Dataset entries
▬▬▬

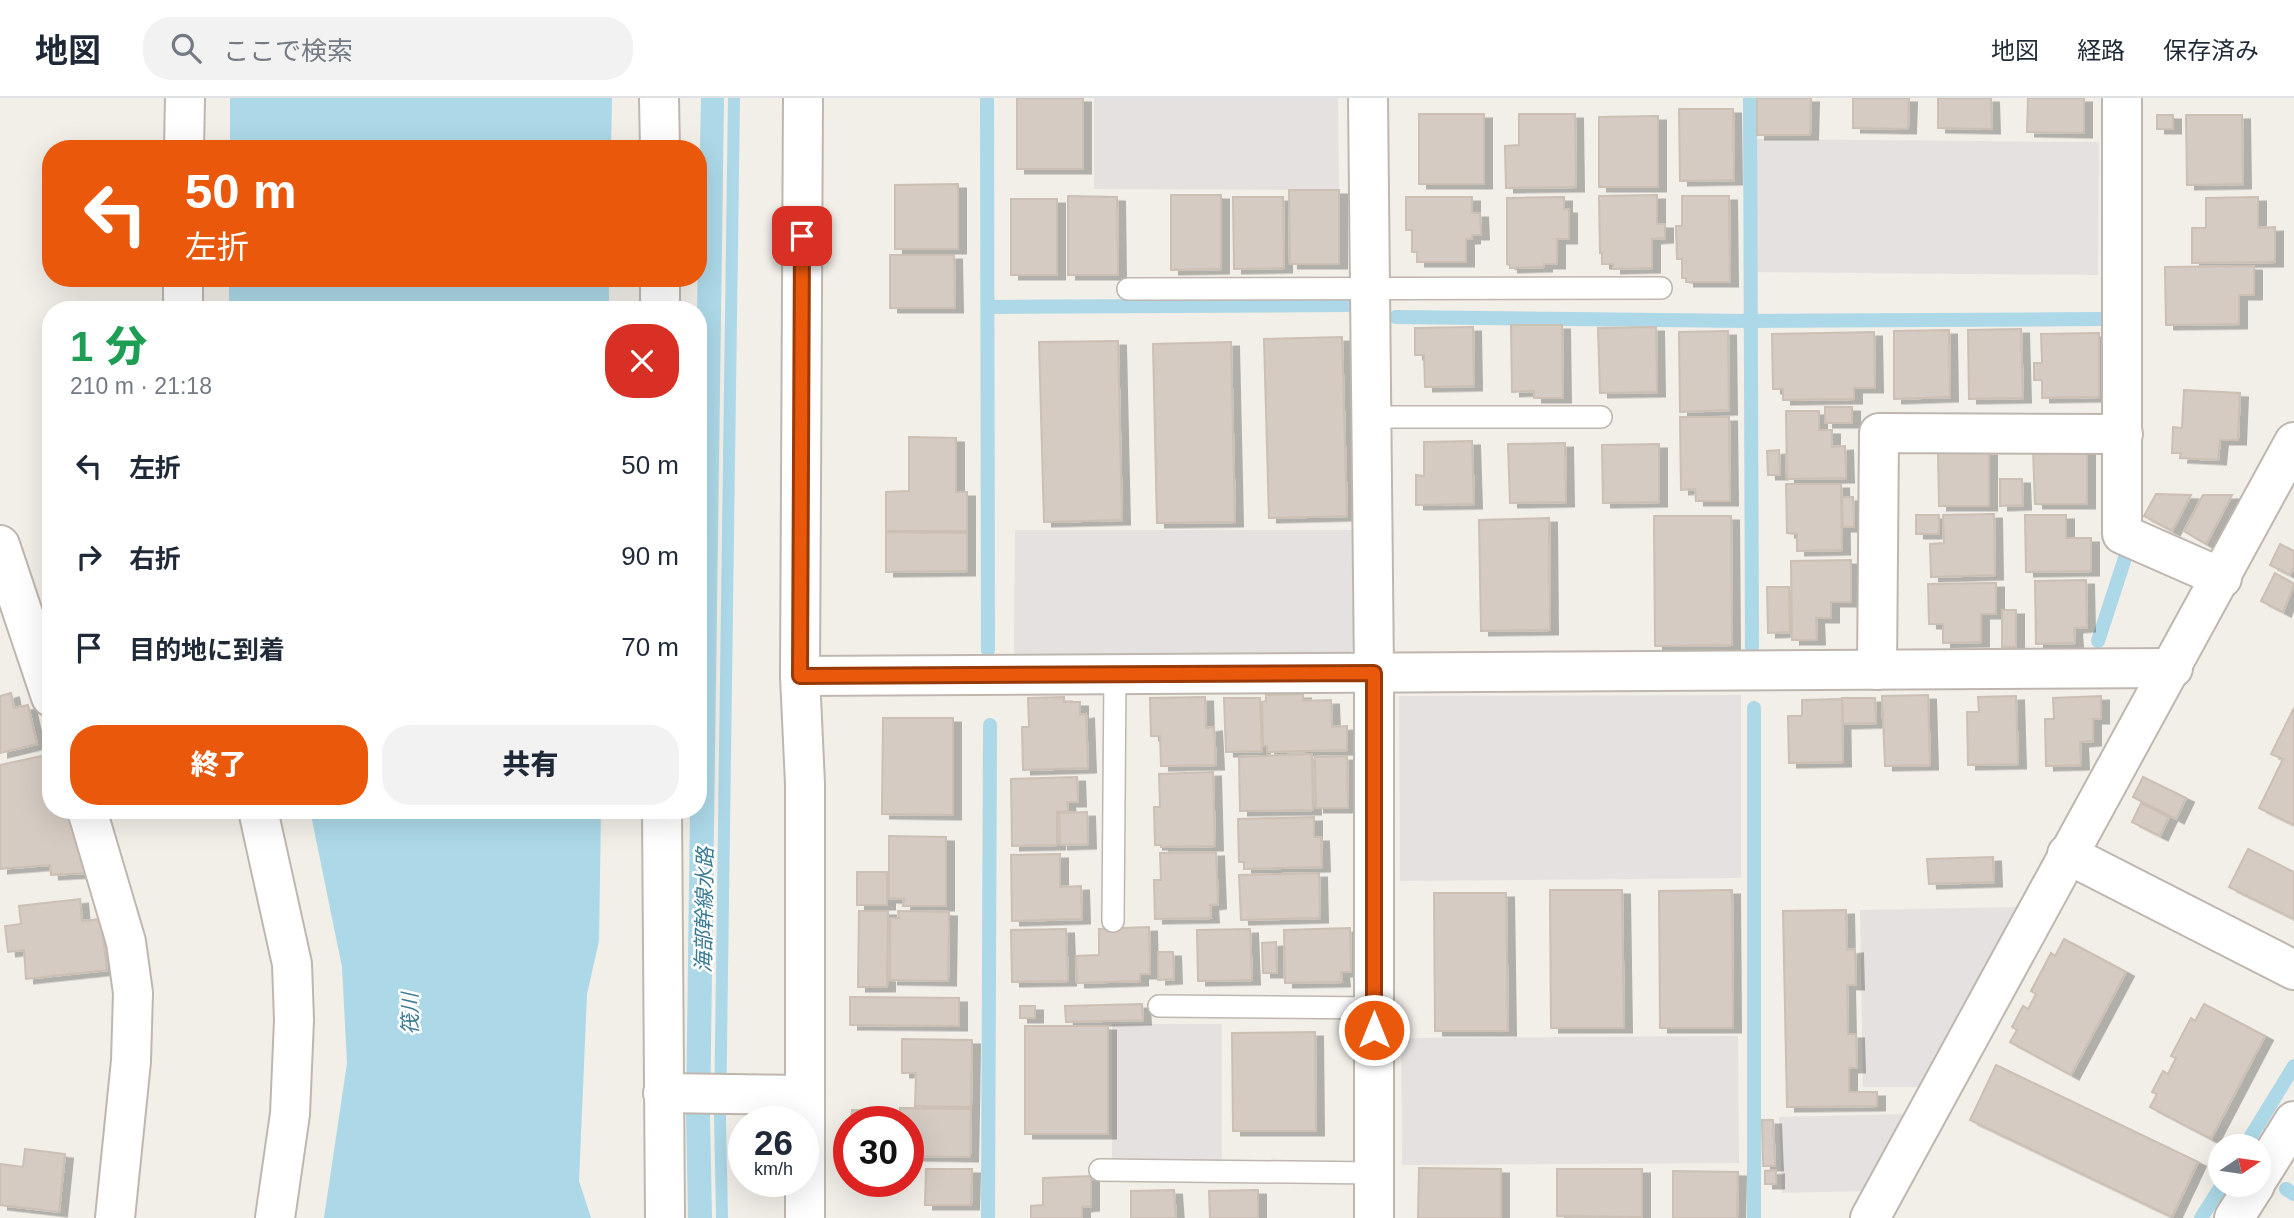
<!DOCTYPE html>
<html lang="ja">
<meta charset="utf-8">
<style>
body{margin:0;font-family:Helvetica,"Noto Sans JP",sans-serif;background:#f2f2f3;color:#1f2937;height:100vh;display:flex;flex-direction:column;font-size:26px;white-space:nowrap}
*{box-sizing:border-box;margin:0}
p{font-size:23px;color:#747a83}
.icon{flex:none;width:38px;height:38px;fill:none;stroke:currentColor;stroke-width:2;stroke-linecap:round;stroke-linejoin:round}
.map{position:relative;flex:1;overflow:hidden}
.sheet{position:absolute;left:42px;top:203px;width:665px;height:518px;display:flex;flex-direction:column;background:#fff;border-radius:28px;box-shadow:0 7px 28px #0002}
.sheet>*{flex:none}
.banner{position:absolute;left:42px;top:42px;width:665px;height:147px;border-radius:28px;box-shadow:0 7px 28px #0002;background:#ea580c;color:#fff;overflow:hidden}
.needle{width:46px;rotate:77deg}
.controls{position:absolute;left:2208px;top:1036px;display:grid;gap:14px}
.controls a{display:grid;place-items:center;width:63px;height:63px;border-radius:50%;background:#fff;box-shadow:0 7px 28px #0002;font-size:35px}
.speed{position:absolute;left:728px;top:1008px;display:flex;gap:14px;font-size:35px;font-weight:700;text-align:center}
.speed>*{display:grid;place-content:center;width:91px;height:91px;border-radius:50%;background:#fff;box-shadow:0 7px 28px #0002;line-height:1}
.speed small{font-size:18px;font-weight:400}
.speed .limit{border:10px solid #d22;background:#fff;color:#111}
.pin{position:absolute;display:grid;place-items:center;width:60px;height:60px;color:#fff;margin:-30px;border-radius:14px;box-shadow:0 4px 10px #0006}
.me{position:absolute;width:77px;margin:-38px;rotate:0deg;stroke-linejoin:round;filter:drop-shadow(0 0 5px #0008)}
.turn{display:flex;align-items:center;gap:24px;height:147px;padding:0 28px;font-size:32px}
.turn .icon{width:91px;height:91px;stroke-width:2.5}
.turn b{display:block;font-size:49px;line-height:60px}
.round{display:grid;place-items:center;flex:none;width:74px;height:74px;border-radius:28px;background:#f2f2f3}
.overview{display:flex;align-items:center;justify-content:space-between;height:119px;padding:0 28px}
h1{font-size:42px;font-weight:800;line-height:52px;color:#1e9e55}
.button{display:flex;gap:14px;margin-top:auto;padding:14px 28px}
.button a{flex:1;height:80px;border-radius:28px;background:#ea580c;color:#fff;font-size:28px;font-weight:800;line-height:80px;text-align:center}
.button a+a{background:#f2f2f3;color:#1f2937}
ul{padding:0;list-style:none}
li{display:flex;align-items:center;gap:21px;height:91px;padding:0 28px}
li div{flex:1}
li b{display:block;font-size:26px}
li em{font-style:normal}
header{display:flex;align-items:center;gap:42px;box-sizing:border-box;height:98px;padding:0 35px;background:#fff;border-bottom:2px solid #e0e1e3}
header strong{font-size:33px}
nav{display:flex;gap:38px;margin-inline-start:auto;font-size:24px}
.search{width:490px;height:63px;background:#f2f2f3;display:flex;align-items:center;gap:18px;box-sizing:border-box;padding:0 24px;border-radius:28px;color:#747a83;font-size:26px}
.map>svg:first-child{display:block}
.parking{fill:#e4e1e0}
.water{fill:#acd8e7}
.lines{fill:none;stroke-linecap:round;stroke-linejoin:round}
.stream{stroke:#acd8e7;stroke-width:14}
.building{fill:#d5cbc2;stroke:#ccbfb3;stroke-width:2;filter:url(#shadow)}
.service-casing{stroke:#bfb7af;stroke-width:24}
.minor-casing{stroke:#bfb7af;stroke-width:42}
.tertiary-casing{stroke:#bfb7af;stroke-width:42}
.service{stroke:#fff;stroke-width:21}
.minor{stroke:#fff;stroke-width:38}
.tertiary{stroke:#fff;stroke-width:38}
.route-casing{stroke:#983908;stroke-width:18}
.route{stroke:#ea580c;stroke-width:12}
.labels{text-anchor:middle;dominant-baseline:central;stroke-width:5;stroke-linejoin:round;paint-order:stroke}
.water-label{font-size:21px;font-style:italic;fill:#3a7c95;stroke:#fff}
</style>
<header>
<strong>地図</strong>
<div class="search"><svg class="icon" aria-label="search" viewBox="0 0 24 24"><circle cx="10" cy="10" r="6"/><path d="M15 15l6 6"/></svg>ここで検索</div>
<nav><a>地図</a><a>経路</a><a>保存済み</a></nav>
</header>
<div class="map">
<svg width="2294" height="1120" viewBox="0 0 2294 1120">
<defs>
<filter id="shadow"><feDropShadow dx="8" dy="4.5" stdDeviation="0" flood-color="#0004"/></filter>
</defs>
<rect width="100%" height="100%" fill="#f2eee8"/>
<g class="parking">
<path d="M1094,0h244l1,92 -245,-1z"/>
<path d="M1756,41l343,3 -1,133 -343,-3z"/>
<path d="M1015,432h339l2,117 -11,9 -331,-1z"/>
<path d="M1741,597v183l-341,3 -1,-185z"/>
<path d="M2017,809l-98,180h-56l-3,-177z"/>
<rect x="1112" y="926" width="110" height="137"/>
<path d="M1738,938l1,127 -337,2 -1,-127z"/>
<path d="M1906,1016l-42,77 -82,2 -3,-76z"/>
</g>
<g class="water">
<path d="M230,0h382l-1,51h-381z"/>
<path d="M701,0h23l-14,1019 2,101h-24l-2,-107 4,-301h8l-1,-500z"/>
<path d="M728,0h12l-14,1020 2,100h-12l-2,-101z"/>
<rect x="229" y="180" width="380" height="32"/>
<path d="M310,712h291l-2,131 -12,53 -8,187 12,37h-267l23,-155 -5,-96z"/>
</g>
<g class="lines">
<g class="stream">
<path d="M987,0l1,552"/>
<path d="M1750,0l2,549"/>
<path d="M989,209l358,-2"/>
<path d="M1396,219l354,4 352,-2"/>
<path d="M2098,543l28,-86"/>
<path d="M1754,610v510"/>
<path d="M2245,1048l49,-80"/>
<path d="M2286,1091l8,5"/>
<path d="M988,1120l2,-493"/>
<path d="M2201,1120l21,-33"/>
</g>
</g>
<g class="building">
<rect x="1017" y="0" width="66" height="71"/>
<path d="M1757,0h54l-1,37h-53z"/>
<path d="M1853,0h56l-1,31 -55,-1z"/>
<path d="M1938,0h53l1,31 -54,-1z"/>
<path d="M2028,0h56v35l-57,-1z"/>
<path d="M1679,11h54l1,71 -54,1z"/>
<rect x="1419" y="16" width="65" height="70"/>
<path d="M1519,16h56l1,73 -70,1 -1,-42 14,-1z"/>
<rect x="2157" y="17" width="16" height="14"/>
<path d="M2186,17h56l1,69 -56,1z"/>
<path d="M1658,18v71h-59v-70z"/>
<path d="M958,86v65h-63v-64z"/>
<path d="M1289,92h50v74h-49z"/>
<path d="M1171,97h50v74l-50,1z"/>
<path d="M1657,97v29h8v14l-13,1v29l-39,1v-5h-11v-11h-2l-1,-57z"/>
<path d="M1068,98l49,1 1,78h-50z"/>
<path d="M1682,98h47l1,86h-44v-4h-4v-19h-5l-1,-33h6z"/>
<path d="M1233,99h50l1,71 -50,1z"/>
<path d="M1406,99h66v16h8l1,22h-9v4h-6v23h-49v-10h-5v-22h-6z"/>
<path d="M1564,99v12h5v30h-12v25h-13v3l-34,1v-3l-3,-1v-66z"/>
<path d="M2258,99v31l17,-1v35l-83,1v-35h14v-30z"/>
<rect x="1011" y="101" width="46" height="76"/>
<path d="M890,157h64l1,53h-65z"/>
<path d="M2254,168v29h-15v29l-73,1 -1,-58z"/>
<path d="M1511,227h51l1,73h-29v-7l-22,1z"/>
<path d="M1473,229l1,59 -49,1 -1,-32h-9v-27z"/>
<path d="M1656,229l1,65 -57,1 -2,-65z"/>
<path d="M2021,231l2,69 -54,1 -1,-69z"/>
<path d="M1949,232l1,67 -56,2v-68z"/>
<path d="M1728,233l1,79 -49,2 -1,-80z"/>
<path d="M1874,234l1,56h-21v11l-71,1v-11h-10l-1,-55z"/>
<path d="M2099,235v64l-57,1v-18h-8v-17h8l-1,-29z"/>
<path d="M1342,239l5,179 -78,2 -5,-179z"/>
<path d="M1118,243l4,179 -78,2 -5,-180z"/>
<path d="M1231,244l4,180 -78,1 -4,-179z"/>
<path d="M2184,292l56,3 -2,47h-18l-2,20 -38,-2 1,-5h-9l1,-26 9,1z"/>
<rect x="1825" y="309" width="27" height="16"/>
<path d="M1786,313h33v19h13v17l13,-1 1,32 -59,1z"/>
<path d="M1680,319h49l1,84h-34l-1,-12 -14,1z"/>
<path d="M909,339l47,1v54h11v39h-81v-39l23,-1z"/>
<path d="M1472,343l2,63 -58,1v-30l8,1v-34z"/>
<path d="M1565,345l1,59 -56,1 -2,-59z"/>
<path d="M1659,346v58l-56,1 -1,-58z"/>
<path d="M1779,352l1,25h-12l-1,-24z"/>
<path d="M2033,352h54v54h-52z"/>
<path d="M1989,353v55h-50l-1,-54z"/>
<path d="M2000,381h22l1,26 -23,1z"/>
<path d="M1786,386h55l1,66 -45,1v-17l-10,-1z"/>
<path d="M2156,396l35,1 -19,36 -28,-15z"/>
<path d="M2203,397h29l-26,49 -22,-13z"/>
<path d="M1842,399h11l1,30h-11z"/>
<path d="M1994,416l1,61 -64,2 -1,-33 14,-1 -1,-28z"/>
<rect x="1916" y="417" width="23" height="19"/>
<path d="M2025,417h41v23h25v33l-65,1z"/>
<path d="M1654,418h77l1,129 -77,1z"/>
<path d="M1549,420l1,112 -69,1 -2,-111z"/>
<path d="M886,434l81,1v38l-81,1z"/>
<path d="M2280,446l14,7v16l-4,8 -20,-10z"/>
<path d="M1851,462v42h-20v16h-15l1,22h-25l-1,-79z"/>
<path d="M2275,475l19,11 -11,28 -22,-11z"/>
<path d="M2086,482l1,47 -13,1 1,15 -39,1 -1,-63z"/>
<path d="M1996,485v31h-15v28l-38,1v-19h-14l-1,-40z"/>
<path d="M1767,489h22l1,45 -22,1z"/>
<rect x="2002" y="512" width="14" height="37"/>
<path d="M11,595l3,15 14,-3 9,39 -37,9v-57z"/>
<path d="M1303,596v7l28,-1 1,27 15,-1v24l-80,2v-6h-4l-1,-44 4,-1v-6z"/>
<path d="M1928,597l2,70 -45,1 -3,-70z"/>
<path d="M2016,598l2,68 -50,1 -1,-53h12l-1,-15z"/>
<path d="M2101,598v23h-8v22l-13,1 1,23 -35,1 -1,-47h9l-1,-21z"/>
<path d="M1064,599v5h16v13l6,-1 2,54 -65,2 -1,-43h7l-1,-29z"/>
<path d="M1205,599l1,31 8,-1 2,38 -55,1 -1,-30h-9l-1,-38z"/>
<path d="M1224,600h36l2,53 -36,1z"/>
<path d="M1842,600h33l1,25 -33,1z"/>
<path d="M1842,601l1,63 -54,1 -1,-47h14v-16z"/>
<path d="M2294,610v117l-35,-17 24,-49 -12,-5z"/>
<path d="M883,620h70v97l-71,-1z"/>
<path d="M51,656v56h23l8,24 3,39 -34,2 -1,-10 -50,4v-104z"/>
<path d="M1312,656l1,56 -73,1 -1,-54z"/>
<path d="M1347,658l1,52h-32l-1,-51z"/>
<path d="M1213,674l2,74 -54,1v-2h-6l-1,-38h6l-1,-33z"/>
<path d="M1077,679l1,25h-11l1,9 -11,1v33l-45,1 -1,-67z"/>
<path d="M2143,679l43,21 -10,21 -43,-22z"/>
<path d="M2141,705l28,14 -9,19 -28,-14z"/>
<path d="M1087,714l1,32 -28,1 -1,-32z"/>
<path d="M1314,719v20h7l1,30 -78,2v-7h-5l-1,-43z"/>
<path d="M889,738l57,1v69h-43l1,-7 -15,-1z"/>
<path d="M2248,751l46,23v47l-65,-32z"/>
<path d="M1216,754l2,52 -8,1 1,13 -56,1 -1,-39h7l-1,-27z"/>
<path d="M1060,756v33l21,-1 1,33 -70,2 -1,-66z"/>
<path d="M1993,759l1,25 -65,2 -2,-25z"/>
<rect x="857" y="774" width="30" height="33"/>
<path d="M1319,775l1,45 -79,2 -2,-45z"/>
<path d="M1550,792h72l2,138h-73z"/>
<path d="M1732,792l1,138h-73l-1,-137z"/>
<path d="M1434,795h72l2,138h-73z"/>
<path d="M80,801l2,22 19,-2 6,51 -81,9 -2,-29 -16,2 -3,-26 16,-2 -2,-18z"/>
<path d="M1846,812l1,40 8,-1 1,36h-9l1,49h8l1,34h-8v24h28v14l-90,1 -4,-196z"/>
<path d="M859,813h29l-1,76h-29z"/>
<path d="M898,813l51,1 -1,69 -58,-1v-62h9z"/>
<path d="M1149,829l1,47h-10v7l-63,2 -1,-27 23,-1v-26z"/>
<path d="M1350,830l1,44h-10l1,10 -57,1 -1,-53z"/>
<path d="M1066,831l2,52 -56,1 -1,-52z"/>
<path d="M1250,831l2,51 -54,1 -1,-51z"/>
<path d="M2064,841l62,33 -55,103 -61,-33 7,-12 -5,-3 11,-21 5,3 8,-15 -5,-3 20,-38 4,3z"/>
<path d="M1276,844l1,31h-14l-1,-30z"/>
<path d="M1158,854h15l1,27 -16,1z"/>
<path d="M850,899l109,1v28l-109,-1z"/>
<path d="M1142,906l1,16 -77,2 -1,-16z"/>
<path d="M2204,906l61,32 -54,103 -61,-32 7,-13 -5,-2 11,-21 5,3 8,-16 -5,-2 20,-38 4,3z"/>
<rect x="1020" y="908" width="15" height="12"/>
<rect x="1025" y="928" width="83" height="108"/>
<path d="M1315,934l1,99h-83l-1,-98z"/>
<path d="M902,941l70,1 -1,67 -56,-1 1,-33h-14z"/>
<path d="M1996,967l202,97 -26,55 -202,-97z"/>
<path d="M900,1010l71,1 -1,48 -62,-1v-34h-9z"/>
<path d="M852,1012l41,1v11h-42z"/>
<path d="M1762,1022h11l2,46h-12z"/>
<path d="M25,1051l40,5 -6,58 -59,-7v-41l23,3z"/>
<path d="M1419,1070l82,1v49h-83z"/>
<path d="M926,1071h46l-1,36h-46z"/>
<path d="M1557,1071h85v48l-85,-1z"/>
<path d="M1776,1072v14h-11v-13z"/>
<path d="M1673,1073l65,1 -1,46h-64z"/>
<path d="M1091,1078v30l-9,1v11h-51v-12l12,-1v-27z"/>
<path d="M1174,1092l2,28h-45v-27z"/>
<path d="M1258,1092v28h-48l-1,-27z"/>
</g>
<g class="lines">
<g class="service-casing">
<g id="service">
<path d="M1128,191l533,-1"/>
<path d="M1372,319h229"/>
<path d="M1113,823l2,-247"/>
<path d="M1159,908l214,2"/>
<path d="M1100,1072l274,3"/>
</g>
</g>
<g class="minor-casing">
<g id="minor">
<path d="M659,0l1,51"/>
<path d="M803,0l-3,578 5,108v434"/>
<path d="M1368,0l6,575v545"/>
<path d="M2122,0v436l100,44"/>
<path d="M184,51l1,-51"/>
<path d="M660,180v32"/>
<path d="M183,212v-32"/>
<path d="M0,447l51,152"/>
<path d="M1877,572l2,-237 244,1"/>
<path d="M800,578l1373,-8"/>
<path d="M87,712l39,132 7,51 -2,68 -16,157"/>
<path d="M258,712l34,154 2,56 -4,94 -15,104"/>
<path d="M662,712l3,408"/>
<path d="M663,995l142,2"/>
<path d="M2259,1079l35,-56"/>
<path d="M2234,1120l21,-33"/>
</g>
</g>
<g class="tertiary-casing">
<g id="tertiary">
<path d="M2067,756l227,116"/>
<path d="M1870,1120l424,-776"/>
</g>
</g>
<use href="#service" class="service"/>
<use href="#minor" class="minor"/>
<use href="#tertiary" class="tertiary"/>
</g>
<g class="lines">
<g class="route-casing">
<path id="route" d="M802,138l-2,440 574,-3v357"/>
</g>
<use href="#route" class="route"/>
</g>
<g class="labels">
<g class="water-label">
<text transform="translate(704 812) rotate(-89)">海部幹線水路</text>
<text transform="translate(410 916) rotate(-91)">筏川</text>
</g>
</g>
</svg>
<div class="controls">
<a><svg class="needle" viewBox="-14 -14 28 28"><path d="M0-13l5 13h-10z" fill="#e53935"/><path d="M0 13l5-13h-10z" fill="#747a83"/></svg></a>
</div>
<div class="speed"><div>26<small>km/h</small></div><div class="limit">30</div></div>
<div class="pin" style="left:802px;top:138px;background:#d93025"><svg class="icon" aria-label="arrive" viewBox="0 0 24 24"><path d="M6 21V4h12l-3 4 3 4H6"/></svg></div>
<svg class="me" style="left:1374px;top:932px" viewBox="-20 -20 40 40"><circle r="17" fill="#ea580c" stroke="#fff" stroke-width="3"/><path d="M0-11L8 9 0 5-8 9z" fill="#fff"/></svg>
<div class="banner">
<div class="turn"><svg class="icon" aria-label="left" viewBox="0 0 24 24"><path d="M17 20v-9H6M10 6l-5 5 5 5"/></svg><div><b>50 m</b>左折</div></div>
</div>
<section class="sheet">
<div class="overview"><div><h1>1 分</h1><p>210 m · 21:18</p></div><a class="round" style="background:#d93025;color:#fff"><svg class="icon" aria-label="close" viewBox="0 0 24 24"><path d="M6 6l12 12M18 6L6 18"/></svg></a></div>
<ul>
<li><svg class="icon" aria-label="left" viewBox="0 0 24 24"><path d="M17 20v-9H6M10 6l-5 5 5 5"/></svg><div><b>左折</b></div><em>50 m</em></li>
<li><svg class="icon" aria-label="right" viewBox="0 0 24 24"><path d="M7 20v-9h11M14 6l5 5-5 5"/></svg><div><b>右折</b></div><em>90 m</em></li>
<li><svg class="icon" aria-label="arrive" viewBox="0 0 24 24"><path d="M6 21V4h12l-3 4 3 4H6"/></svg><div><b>目的地に到着</b></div><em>70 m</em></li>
</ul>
<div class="button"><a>終了</a><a>共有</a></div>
</section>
</div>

▬▬▬

**Work item:** Find the word "overflow" in the entries, then copy out every line that has it.

**Response to this exercise:**
.map{position:relative;flex:1;overflow:hidden}
.banner{position:absolute;left:42px;top:42px;width:665px;height:147px;border-radius:28px;box-shadow:0 7px 28px #0002;background:#ea580c;color:#fff;overflow:hidden}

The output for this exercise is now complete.